Work instructions: Copy out each line below exactly as written.
- - -
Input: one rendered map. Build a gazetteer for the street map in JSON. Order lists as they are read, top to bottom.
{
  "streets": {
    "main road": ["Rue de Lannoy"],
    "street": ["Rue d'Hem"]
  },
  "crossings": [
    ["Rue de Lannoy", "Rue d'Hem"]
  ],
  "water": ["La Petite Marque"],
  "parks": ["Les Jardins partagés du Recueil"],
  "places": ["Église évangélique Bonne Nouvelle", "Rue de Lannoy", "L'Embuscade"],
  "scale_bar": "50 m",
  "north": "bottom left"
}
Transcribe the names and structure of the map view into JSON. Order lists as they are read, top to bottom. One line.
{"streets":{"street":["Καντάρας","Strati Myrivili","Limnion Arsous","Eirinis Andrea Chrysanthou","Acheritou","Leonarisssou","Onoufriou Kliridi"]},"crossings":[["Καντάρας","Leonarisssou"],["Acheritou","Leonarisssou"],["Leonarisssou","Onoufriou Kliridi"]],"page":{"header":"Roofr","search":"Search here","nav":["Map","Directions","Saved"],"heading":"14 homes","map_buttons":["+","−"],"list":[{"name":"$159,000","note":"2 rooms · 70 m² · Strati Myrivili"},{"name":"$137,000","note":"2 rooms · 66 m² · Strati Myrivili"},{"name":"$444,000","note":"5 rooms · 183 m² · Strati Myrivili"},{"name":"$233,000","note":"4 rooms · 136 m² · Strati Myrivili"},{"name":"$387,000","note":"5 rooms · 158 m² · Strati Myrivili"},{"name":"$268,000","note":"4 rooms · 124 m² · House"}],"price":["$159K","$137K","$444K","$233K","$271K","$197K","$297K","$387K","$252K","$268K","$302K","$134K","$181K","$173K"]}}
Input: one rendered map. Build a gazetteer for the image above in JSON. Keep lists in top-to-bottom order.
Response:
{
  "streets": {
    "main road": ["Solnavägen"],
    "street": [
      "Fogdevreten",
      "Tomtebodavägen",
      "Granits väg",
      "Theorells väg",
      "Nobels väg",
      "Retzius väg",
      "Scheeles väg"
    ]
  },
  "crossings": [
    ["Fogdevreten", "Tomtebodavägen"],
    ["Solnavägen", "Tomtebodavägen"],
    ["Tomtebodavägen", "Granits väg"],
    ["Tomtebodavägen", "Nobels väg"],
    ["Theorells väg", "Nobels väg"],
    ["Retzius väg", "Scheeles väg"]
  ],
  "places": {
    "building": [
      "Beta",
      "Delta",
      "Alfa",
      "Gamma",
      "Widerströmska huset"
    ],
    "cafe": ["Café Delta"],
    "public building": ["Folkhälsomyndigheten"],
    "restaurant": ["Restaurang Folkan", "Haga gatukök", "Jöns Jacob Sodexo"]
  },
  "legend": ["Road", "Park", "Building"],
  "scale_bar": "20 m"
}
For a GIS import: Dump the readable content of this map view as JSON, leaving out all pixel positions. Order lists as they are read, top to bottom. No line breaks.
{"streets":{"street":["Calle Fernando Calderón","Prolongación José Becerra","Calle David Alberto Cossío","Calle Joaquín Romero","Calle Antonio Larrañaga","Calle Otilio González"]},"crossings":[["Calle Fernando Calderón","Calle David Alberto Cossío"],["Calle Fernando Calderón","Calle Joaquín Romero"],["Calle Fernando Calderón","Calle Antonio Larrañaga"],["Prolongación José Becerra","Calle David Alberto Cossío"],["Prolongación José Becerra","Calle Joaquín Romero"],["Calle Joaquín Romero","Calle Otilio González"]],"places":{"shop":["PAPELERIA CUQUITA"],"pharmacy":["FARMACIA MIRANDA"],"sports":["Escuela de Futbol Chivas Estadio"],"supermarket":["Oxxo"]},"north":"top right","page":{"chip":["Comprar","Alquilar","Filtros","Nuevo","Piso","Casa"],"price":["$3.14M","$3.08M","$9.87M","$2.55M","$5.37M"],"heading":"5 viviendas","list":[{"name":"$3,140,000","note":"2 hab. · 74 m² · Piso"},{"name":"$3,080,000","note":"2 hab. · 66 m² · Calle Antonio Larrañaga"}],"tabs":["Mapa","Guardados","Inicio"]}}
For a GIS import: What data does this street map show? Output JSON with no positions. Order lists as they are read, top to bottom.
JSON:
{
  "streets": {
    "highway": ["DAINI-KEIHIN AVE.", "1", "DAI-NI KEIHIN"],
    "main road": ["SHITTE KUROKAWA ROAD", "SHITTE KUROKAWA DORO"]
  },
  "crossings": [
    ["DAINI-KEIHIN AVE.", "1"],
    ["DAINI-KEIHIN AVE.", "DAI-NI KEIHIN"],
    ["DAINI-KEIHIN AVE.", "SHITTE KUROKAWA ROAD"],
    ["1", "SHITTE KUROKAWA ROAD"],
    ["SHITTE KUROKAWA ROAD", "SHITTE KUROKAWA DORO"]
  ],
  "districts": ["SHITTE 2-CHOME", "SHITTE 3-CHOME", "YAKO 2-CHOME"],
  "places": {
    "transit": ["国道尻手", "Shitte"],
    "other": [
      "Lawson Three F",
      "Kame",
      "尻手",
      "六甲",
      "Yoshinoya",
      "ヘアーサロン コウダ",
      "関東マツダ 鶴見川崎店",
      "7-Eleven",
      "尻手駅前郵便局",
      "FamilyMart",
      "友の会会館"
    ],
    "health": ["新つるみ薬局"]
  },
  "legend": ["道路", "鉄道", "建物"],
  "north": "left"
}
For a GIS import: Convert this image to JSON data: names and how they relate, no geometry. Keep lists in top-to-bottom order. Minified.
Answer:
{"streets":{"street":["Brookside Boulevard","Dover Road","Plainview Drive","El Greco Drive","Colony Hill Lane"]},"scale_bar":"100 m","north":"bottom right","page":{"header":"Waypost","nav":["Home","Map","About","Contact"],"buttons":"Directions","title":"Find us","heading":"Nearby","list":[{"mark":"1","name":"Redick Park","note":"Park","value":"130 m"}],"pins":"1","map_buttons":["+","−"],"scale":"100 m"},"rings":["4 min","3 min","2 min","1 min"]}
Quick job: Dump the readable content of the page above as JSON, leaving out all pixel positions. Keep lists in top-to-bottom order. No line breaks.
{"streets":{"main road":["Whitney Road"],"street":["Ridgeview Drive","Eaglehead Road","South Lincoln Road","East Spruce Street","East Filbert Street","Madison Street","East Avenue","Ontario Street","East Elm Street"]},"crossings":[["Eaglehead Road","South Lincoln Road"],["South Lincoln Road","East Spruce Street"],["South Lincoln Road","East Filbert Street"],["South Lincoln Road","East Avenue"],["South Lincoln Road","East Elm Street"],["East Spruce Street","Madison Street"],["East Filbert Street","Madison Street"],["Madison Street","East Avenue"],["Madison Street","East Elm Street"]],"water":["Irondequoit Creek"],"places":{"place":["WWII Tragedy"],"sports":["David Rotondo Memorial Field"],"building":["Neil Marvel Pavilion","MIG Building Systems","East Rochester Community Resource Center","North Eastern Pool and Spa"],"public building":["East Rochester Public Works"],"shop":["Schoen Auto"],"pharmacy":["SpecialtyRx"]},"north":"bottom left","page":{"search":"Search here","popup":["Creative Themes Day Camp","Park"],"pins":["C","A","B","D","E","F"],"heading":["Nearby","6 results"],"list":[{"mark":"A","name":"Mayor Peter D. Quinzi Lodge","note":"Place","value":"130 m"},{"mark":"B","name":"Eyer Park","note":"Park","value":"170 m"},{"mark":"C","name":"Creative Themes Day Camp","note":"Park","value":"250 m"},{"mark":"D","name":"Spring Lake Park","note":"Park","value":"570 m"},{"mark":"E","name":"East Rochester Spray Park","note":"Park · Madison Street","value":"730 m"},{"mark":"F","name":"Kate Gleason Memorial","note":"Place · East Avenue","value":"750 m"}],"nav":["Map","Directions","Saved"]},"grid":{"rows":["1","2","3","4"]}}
- - -
Completed exercise:
Input: one rendered map. Build a gazetteer for the street map in JSON. Order lists as they are read, top to bottom.
{
  "streets": {
    "main road": ["Rue de Lannoy"],
    "street": ["Rue d'Hem"]
  },
  "crossings": [
    ["Rue de Lannoy", "Rue d'Hem"]
  ],
  "water": ["La Petite Marque"],
  "parks": ["Les Jardins partagés du Recueil"],
  "places": ["Église évangélique Bonne Nouvelle", "Rue de Lannoy", "L'Embuscade"],
  "scale_bar": "50 m",
  "north": "bottom left"
}
Transcribe the names and structure of the map view into JSON. Order lists as they are read, top to bottom. One line.
{"streets":{"street":["Καντάρας","Strati Myrivili","Limnion Arsous","Eirinis Andrea Chrysanthou","Acheritou","Leonarisssou","Onoufriou Kliridi"]},"crossings":[["Καντάρας","Leonarisssou"],["Acheritou","Leonarisssou"],["Leonarisssou","Onoufriou Kliridi"]],"page":{"header":"Roofr","search":"Search here","nav":["Map","Directions","Saved"],"heading":"14 homes","map_buttons":["+","−"],"list":[{"name":"$159,000","note":"2 rooms · 70 m² · Strati Myrivili"},{"name":"$137,000","note":"2 rooms · 66 m² · Strati Myrivili"},{"name":"$444,000","note":"5 rooms · 183 m² · Strati Myrivili"},{"name":"$233,000","note":"4 rooms · 136 m² · Strati Myrivili"},{"name":"$387,000","note":"5 rooms · 158 m² · Strati Myrivili"},{"name":"$268,000","note":"4 rooms · 124 m² · House"}],"price":["$159K","$137K","$444K","$233K","$271K","$197K","$297K","$387K","$252K","$268K","$302K","$134K","$181K","$173K"]}}
Input: one rendered map. Build a gazetteer for the image above in JSON. Keep lists in top-to-bottom order.
Response:
{
  "streets": {
    "main road": ["Solnavägen"],
    "street": [
      "Fogdevreten",
      "Tomtebodavägen",
      "Granits väg",
      "Theorells väg",
      "Nobels väg",
      "Retzius väg",
      "Scheeles väg"
    ]
  },
  "crossings": [
    ["Fogdevreten", "Tomtebodavägen"],
    ["Solnavägen", "Tomtebodavägen"],
    ["Tomtebodavägen", "Granits väg"],
    ["Tomtebodavägen", "Nobels väg"],
    ["Theorells väg", "Nobels väg"],
    ["Retzius väg", "Scheeles väg"]
  ],
  "places": {
    "building": [
      "Beta",
      "Delta",
      "Alfa",
      "Gamma",
      "Widerströmska huset"
    ],
    "cafe": ["Café Delta"],
    "public building": ["Folkhälsomyndigheten"],
    "restaurant": ["Restaurang Folkan", "Haga gatukök", "Jöns Jacob Sodexo"]
  },
  "legend": ["Road", "Park", "Building"],
  "scale_bar": "20 m"
}
For a GIS import: Dump the readable content of this map view as JSON, leaving out all pixel positions. Order lists as they are read, top to bottom. No line breaks.
{"streets":{"street":["Calle Fernando Calderón","Prolongación José Becerra","Calle David Alberto Cossío","Calle Joaquín Romero","Calle Antonio Larrañaga","Calle Otilio González"]},"crossings":[["Calle Fernando Calderón","Calle David Alberto Cossío"],["Calle Fernando Calderón","Calle Joaquín Romero"],["Calle Fernando Calderón","Calle Antonio Larrañaga"],["Prolongación José Becerra","Calle David Alberto Cossío"],["Prolongación José Becerra","Calle Joaquín Romero"],["Calle Joaquín Romero","Calle Otilio González"]],"places":{"shop":["PAPELERIA CUQUITA"],"pharmacy":["FARMACIA MIRANDA"],"sports":["Escuela de Futbol Chivas Estadio"],"supermarket":["Oxxo"]},"north":"top right","page":{"chip":["Comprar","Alquilar","Filtros","Nuevo","Piso","Casa"],"price":["$3.14M","$3.08M","$9.87M","$2.55M","$5.37M"],"heading":"5 viviendas","list":[{"name":"$3,140,000","note":"2 hab. · 74 m² · Piso"},{"name":"$3,080,000","note":"2 hab. · 66 m² · Calle Antonio Larrañaga"}],"tabs":["Mapa","Guardados","Inicio"]}}
For a GIS import: What data does this street map show? Output JSON with no positions. Order lists as they are read, top to bottom.
JSON:
{
  "streets": {
    "highway": ["DAINI-KEIHIN AVE.", "1", "DAI-NI KEIHIN"],
    "main road": ["SHITTE KUROKAWA ROAD", "SHITTE KUROKAWA DORO"]
  },
  "crossings": [
    ["DAINI-KEIHIN AVE.", "1"],
    ["DAINI-KEIHIN AVE.", "DAI-NI KEIHIN"],
    ["DAINI-KEIHIN AVE.", "SHITTE KUROKAWA ROAD"],
    ["1", "SHITTE KUROKAWA ROAD"],
    ["SHITTE KUROKAWA ROAD", "SHITTE KUROKAWA DORO"]
  ],
  "districts": ["SHITTE 2-CHOME", "SHITTE 3-CHOME", "YAKO 2-CHOME"],
  "places": {
    "transit": ["国道尻手", "Shitte"],
    "other": [
      "Lawson Three F",
      "Kame",
      "尻手",
      "六甲",
      "Yoshinoya",
      "ヘアーサロン コウダ",
      "関東マツダ 鶴見川崎店",
      "7-Eleven",
      "尻手駅前郵便局",
      "FamilyMart",
      "友の会会館"
    ],
    "health": ["新つるみ薬局"]
  },
  "legend": ["道路", "鉄道", "建物"],
  "north": "left"
}
For a GIS import: Convert this image to JSON data: names and how they relate, no geometry. Keep lists in top-to-bottom order. Minified.
Answer:
{"streets":{"street":["Brookside Boulevard","Dover Road","Plainview Drive","El Greco Drive","Colony Hill Lane"]},"scale_bar":"100 m","north":"bottom right","page":{"header":"Waypost","nav":["Home","Map","About","Contact"],"buttons":"Directions","title":"Find us","heading":"Nearby","list":[{"mark":"1","name":"Redick Park","note":"Park","value":"130 m"}],"pins":"1","map_buttons":["+","−"],"scale":"100 m"},"rings":["4 min","3 min","2 min","1 min"]}
Quick job: Dump the readable content of the page above as JSON, leaving out all pixel positions. Keep lists in top-to-bottom order. No line breaks.
{"streets":{"main road":["Whitney Road"],"street":["Ridgeview Drive","Eaglehead Road","South Lincoln Road","East Spruce Street","East Filbert Street","Madison Street","East Avenue","Ontario Street","East Elm Street"]},"crossings":[["Eaglehead Road","South Lincoln Road"],["South Lincoln Road","East Spruce Street"],["South Lincoln Road","East Filbert Street"],["South Lincoln Road","East Avenue"],["South Lincoln Road","East Elm Street"],["East Spruce Street","Madison Street"],["East Filbert Street","Madison Street"],["Madison Street","East Avenue"],["Madison Street","East Elm Street"]],"water":["Irondequoit Creek"],"places":{"place":["WWII Tragedy"],"sports":["David Rotondo Memorial Field"],"building":["Neil Marvel Pavilion","MIG Building Systems","East Rochester Community Resource Center","North Eastern Pool and Spa"],"public building":["East Rochester Public Works"],"shop":["Schoen Auto"],"pharmacy":["SpecialtyRx"]},"north":"bottom left","page":{"search":"Search here","popup":["Creative Themes Day Camp","Park"],"pins":["C","A","B","D","E","F"],"heading":["Nearby","6 results"],"list":[{"mark":"A","name":"Mayor Peter D. Quinzi Lodge","note":"Place","value":"130 m"},{"mark":"B","name":"Eyer Park","note":"Park","value":"170 m"},{"mark":"C","name":"Creative Themes Day Camp","note":"Park","value":"250 m"},{"mark":"D","name":"Spring Lake Park","note":"Park","value":"570 m"},{"mark":"E","name":"East Rochester Spray Park","note":"Park · Madison Street","value":"730 m"},{"mark":"F","name":"Kate Gleason Memorial","note":"Place · East Avenue","value":"750 m"}],"nav":["Map","Directions","Saved"]},"grid":{"rows":["1","2","3","4"]}}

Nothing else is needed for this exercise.